Question

How do CD4 and CD8 coreceptors facilitate signaling through the TCR?

Answer 1

The CD8 and CD4 cells increase signaling of T cells by attaching to the MHC I (CD8) or MHC II (CD4) molecules on the APCs. The contact of the CD4 molecule with MHC II significantly decreases the number of antigenic peptides necessary for T cell activation and significantly increases cytokine formation by the help of the helper T cells. Similarly, the CD8 and MHC I interaction increases the sensitivity of antigen and the reaction of Tc (cytotoxic T cells) cells to the pMHC ligands.

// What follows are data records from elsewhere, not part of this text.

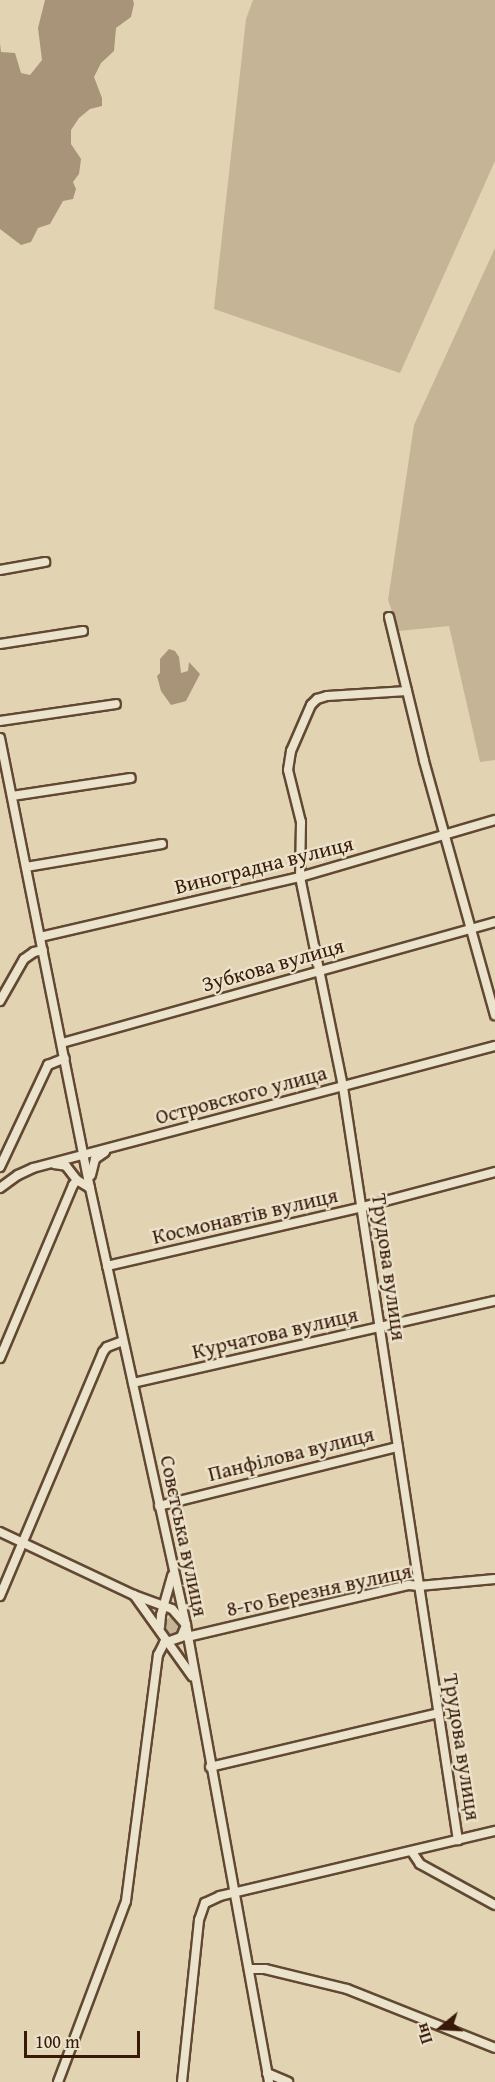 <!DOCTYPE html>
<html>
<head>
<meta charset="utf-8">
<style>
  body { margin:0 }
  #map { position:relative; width:495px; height:2082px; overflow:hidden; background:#e2d4b2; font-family:"Gentium Book Plus",serif }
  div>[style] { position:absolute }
  .green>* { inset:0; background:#c5b495 }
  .round { border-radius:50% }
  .water>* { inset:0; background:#a89478 }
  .roads { filter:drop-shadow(2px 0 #624832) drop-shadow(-2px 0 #624832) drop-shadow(0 2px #624832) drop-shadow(0 -2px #624832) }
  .minor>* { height:8px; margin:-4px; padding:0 4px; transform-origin:4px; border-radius:4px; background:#ece3cd }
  span { translate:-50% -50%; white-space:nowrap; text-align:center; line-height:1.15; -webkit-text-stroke:4.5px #ece3cd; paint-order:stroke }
  .street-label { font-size:21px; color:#381907 }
  .north { position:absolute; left:411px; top:1998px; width:60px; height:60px; -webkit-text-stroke:4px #ece3cd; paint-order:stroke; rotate:252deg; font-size:16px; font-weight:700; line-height:24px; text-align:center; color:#381907 }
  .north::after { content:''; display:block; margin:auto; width:21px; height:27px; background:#381907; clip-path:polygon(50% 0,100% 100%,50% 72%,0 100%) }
  .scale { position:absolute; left:24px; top:2031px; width:116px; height:27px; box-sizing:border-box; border:3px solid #381907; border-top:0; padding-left:8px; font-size:18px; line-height:21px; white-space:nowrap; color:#381907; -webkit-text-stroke:4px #ece3cd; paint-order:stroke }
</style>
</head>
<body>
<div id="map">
  <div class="green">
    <div style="clip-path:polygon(253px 0,495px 0,495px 161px,400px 373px,214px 309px,246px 19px)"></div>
    <div style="clip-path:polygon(495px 248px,495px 760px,480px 762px,449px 626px,399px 631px,388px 600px,414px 425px)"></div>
    <div class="round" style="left:163px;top:1617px;width:18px;height:18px"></div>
  </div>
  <div class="water">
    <div style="clip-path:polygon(45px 0,133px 0,134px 4px,131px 17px,116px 28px,114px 51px,101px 63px,94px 77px,102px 98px,102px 106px,90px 109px,79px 118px,71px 130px,71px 144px,81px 159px,79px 174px,73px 182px,76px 189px,73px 199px,63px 201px,50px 224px,38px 228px,31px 242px,21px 245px,0 229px,0 43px,1px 52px,15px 53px,21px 73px,30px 75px,42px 60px,38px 28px)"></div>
    <div style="clip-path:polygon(169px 649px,175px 651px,179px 657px,181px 673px,188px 671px,189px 662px,200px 674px,186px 701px,171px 705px,161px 691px,157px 676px,160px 673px,160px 659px)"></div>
  </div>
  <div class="roads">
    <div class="minor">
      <div style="left:0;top:570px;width:46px;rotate:-10.1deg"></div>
      <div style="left:389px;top:617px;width:148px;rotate:76.3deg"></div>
      <div style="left:424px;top:761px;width:264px;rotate:74.4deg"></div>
      <div style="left:0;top:644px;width:84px;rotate:-8.9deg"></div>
      <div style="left:407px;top:691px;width:80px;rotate:176.4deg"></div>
      <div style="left:327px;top:696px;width:10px;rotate:163deg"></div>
      <div style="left:317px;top:699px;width:8px;rotate:135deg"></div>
      <div style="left:311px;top:705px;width:50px;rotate:113.5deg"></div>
      <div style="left:291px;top:751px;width:19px;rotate:99deg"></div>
      <div style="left:288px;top:770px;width:54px;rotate:76deg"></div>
      <div style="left:301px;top:822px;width:55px;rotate:91deg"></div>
      <div style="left:300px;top:877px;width:214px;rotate:78.4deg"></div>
      <div style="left:343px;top:1087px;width:762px;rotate:81.32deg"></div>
      <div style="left:0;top:721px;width:117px;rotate:-8.3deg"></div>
      <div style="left:0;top:738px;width:459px;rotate:78.7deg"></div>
      <div style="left:90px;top:1188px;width:447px;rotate:77.6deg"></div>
      <div style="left:186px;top:1625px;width:464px;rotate:79.7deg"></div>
      <div style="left:12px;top:796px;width:120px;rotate:-8.6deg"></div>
      <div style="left:26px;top:867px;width:138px;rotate:-9.6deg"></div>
      <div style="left:40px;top:937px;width:267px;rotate:-13deg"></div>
      <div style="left:300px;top:877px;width:203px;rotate:-16.3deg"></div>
      <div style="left:0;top:1001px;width:48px;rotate:-60.3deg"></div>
      <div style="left:24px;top:959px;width:12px;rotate:-35deg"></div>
      <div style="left:34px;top:952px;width:9px;rotate:-13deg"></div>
      <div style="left:62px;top:1043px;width:450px;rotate:-15.6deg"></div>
      <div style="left:54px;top:1164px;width:12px;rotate:9deg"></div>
      <div style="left:66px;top:1166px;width:18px;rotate:52deg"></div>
      <div style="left:0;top:1167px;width:113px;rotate:-64.8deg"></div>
      <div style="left:48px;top:1065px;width:18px;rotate:-22deg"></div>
      <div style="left:91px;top:1175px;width:16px;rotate:-76deg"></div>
      <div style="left:95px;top:1159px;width:12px;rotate:-35deg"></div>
      <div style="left:0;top:1188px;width:22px;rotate:-36deg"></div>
      <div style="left:18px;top:1175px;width:17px;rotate:-25deg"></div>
      <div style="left:33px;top:1168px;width:478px;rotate:-14.8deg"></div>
      <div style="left:107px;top:1266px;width:262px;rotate:-13deg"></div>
      <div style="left:362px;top:1207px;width:138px;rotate:-14.7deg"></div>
      <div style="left:0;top:1358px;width:188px;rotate:-67.1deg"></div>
      <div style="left:73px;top:1185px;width:6px;rotate:-51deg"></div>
      <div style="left:77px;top:1180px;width:15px;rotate:32deg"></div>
      <div style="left:133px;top:1383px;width:371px;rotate:-12.8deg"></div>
      <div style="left:159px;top:1506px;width:246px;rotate:-13.9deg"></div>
      <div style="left:0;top:1532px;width:148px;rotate:25.2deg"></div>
      <div style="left:134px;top:1595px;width:100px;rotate:54.4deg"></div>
      <div style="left:0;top:1596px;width:265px;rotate:-67.1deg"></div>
      <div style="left:103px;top:1352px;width:6px;rotate:-51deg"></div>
      <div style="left:107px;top:1347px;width:17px;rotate:-21deg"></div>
      <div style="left:160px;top:1627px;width:12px;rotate:-85deg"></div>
      <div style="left:161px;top:1615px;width:41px;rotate:-74.2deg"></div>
      <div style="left:187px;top:1637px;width:228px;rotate:-13.2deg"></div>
      <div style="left:409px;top:1585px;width:10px;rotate:6deg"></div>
      <div style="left:419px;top:1586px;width:76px;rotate:-5.3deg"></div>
      <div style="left:210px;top:1767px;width:235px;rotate:-13.3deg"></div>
      <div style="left:412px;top:1852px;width:14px;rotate:56deg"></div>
      <div style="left:420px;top:1864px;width:85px;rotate:28.7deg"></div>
      <div style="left:249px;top:1969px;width:16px"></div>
      <div style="left:265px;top:1969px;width:84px;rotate:13.7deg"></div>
      <div style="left:347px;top:1989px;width:159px;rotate:21.7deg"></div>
      <div style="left:267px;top:2073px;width:23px;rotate:23deg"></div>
      <div style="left:58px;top:2082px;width:193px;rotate:-69.4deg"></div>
      <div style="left:126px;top:1901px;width:248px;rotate:-82.6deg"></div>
      <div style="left:158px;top:1655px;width:13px;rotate:-63deg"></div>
      <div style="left:164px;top:1643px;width:18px;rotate:-19deg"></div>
      <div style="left:181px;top:1637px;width:13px;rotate:-67deg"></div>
      <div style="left:186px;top:1625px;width:21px;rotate:-131deg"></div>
      <div style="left:172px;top:1609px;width:40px;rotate:-159.8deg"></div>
      <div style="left:182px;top:2082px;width:163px;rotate:-84deg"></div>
      <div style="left:199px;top:1920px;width:18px;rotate:-71deg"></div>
      <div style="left:205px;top:1903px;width:17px;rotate:-25deg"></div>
      <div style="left:220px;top:1896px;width:283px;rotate:-13.3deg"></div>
    </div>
  </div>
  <div class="street-label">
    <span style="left:264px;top:865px;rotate:-14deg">Виноградна вулиця</span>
    <span style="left:273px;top:965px;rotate:-16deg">Зубкова вулиця</span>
    <span style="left:241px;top:1095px;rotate:-15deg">Островского улица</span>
    <span style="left:245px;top:1216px;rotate:-13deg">Космонавтів вулиця</span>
    <span style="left:389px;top:1267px;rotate:82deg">Трудова вулиця</span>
    <span style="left:275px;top:1333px;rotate:-13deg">Курчатова вулиця</span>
    <span style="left:291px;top:1454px;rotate:-14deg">Панфілова вулиця</span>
    <span style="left:184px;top:1536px;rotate:78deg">Совєтська вулиця</span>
    <span style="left:319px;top:1590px;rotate:-12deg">8-го Березня вулиця</span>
    <span style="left:462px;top:1747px;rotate:81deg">Трудова вулиця</span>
  </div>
  <div class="north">Пн</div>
  <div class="scale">100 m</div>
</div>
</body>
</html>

The major role of the CD8 and CD4 co-receptors is to employ the Src tyrosine kinase enzyme (Lck) to the TCR and pMHC complex subsequent co-receptor binding to the MHC molecule, resultant in the gathering of a TCR, MHC, CD8 or TCR, MHC, CD4 ternary complex. The binding of Lck occurs through its involvement through the cytoplasmic tail of CD8 or CD4 molecule.

The additional increase in the small concentration of Lck encourages phosphorylation of the ITAMs (immunoreceptor tyrosine activation motifs) in the CD₃ cytoplasmic tails subunits linked with the TCR in the TCR and CD3 complex, resulting into the employment and activation of molecule known as Zap-70. The activated Zap-70 phosphorylates the SLP-76 and the LAT, which function as scaffolds to employ additional signaling molecules to the downstream position of T cell signaling machinery that regulates T cell activation, propagation, and differentiation.